Mark Harris, vice president of marketing at Racktivity (www.racktivity.com), says:

PDUs are required for every rack to deliver multiple outlet power ports. Every Rack in a data center must have PDU devices. The number of outlets is based on the number of servers and switches and similar devices installed in each rack. Typically this is 16-24 devices, so the most common PDU sizing is 24 outlet ports. The topic of interest recently regarding these power distribution devices is the level of intelligence required for each given customer. Some customers treat these as mechanical devices only, others expect these power devices to establish monitoring and control points at the device level. With the industry in turmoil due to the increasing cost for energy, the majority of data center operators are looking for a much more intelligent power distribution device, with deeper insight into exactly how and where energy is being used. The higher the intelligence of a rack level PDU, the more granular a data center operator can be when analyzing their overall costs, and establishing their unique optimization initiatives. All operators are looking for ways to trim costs. Energy is a huge portion of their total costs, perhaps 40% or more today. The opportunity to trim energy costs requires a deep understanding about current usage and trends, at a very granular level.

Since energy in the data center consumes at least 40% of the overall data center costs, everything that provides an opportunity to actively manage these costs should be prioritized at the TOP of the list. Power costs will continue to rise, and anyone not actively looking for visibility and control of power is missing their opportunity and negatively impacting their future.

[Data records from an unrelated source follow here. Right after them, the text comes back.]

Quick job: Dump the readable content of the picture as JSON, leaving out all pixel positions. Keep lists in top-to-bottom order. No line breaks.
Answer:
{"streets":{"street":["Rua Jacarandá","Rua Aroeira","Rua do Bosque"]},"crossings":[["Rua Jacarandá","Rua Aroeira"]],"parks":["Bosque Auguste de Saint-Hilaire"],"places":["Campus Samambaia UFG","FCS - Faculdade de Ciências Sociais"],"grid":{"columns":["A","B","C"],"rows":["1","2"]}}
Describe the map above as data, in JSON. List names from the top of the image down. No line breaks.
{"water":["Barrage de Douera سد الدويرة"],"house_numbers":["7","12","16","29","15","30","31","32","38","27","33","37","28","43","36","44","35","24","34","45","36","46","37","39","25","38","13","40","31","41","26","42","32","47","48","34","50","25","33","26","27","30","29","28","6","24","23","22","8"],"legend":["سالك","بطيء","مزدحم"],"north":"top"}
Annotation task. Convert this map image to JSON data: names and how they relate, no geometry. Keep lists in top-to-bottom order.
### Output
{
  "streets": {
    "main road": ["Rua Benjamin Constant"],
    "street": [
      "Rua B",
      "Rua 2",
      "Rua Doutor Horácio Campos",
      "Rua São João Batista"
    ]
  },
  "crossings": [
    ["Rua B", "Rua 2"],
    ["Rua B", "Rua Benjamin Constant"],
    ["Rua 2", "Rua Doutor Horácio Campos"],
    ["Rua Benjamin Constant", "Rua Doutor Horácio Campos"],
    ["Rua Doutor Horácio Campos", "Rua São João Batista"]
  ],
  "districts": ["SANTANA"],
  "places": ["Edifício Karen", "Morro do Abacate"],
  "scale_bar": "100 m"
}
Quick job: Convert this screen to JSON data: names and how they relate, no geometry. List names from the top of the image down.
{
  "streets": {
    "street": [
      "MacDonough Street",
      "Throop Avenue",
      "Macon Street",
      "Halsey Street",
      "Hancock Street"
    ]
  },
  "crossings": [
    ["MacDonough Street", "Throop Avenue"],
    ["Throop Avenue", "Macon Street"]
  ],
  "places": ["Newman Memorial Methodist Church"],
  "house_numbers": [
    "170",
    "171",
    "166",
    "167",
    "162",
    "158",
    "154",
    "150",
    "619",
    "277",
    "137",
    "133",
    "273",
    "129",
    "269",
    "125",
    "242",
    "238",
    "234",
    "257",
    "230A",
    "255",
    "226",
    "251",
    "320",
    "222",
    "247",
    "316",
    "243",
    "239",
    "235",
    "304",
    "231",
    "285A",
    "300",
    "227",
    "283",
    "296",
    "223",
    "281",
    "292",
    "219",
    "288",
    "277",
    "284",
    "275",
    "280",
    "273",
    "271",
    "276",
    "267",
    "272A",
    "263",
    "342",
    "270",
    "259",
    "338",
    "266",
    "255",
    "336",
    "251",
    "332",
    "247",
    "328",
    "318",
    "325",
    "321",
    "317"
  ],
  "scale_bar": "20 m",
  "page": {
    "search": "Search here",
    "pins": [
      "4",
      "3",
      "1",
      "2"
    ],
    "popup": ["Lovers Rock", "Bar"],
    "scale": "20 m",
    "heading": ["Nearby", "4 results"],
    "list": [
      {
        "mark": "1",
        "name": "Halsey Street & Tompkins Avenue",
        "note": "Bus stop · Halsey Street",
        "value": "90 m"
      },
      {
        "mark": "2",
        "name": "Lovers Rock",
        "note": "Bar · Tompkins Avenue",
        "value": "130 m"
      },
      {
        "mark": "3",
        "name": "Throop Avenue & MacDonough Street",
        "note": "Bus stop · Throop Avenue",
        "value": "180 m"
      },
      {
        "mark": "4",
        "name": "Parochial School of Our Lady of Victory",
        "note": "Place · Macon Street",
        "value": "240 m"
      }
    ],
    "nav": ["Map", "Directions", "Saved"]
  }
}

There are so many choices and price ranges. For years these were treated as commodity insignificant devices, so the culture to look for advanced rack-based PDUs has not existed for very long. There are tremendous choices for highly intelligent PDUs, and these come with higher costs than their much less capable siblings, but the higher cost devices are the ONLY way to obtain a granular working knowledge of energy consumption in the data center. Highly intelligent PDUs are available today that combine quality and intelligence at relatively low prices when considering the total cost of a rack and it’s included active devices. The bottom line is that full racks may have a total cost for all components exceeding $100,000 or more, and the difference between a poorly made PDU device and a highly quality, highly intelligent PDU device will be less than $1000! Why risk power issues and limit power visibility to save what amounts to 1% or less?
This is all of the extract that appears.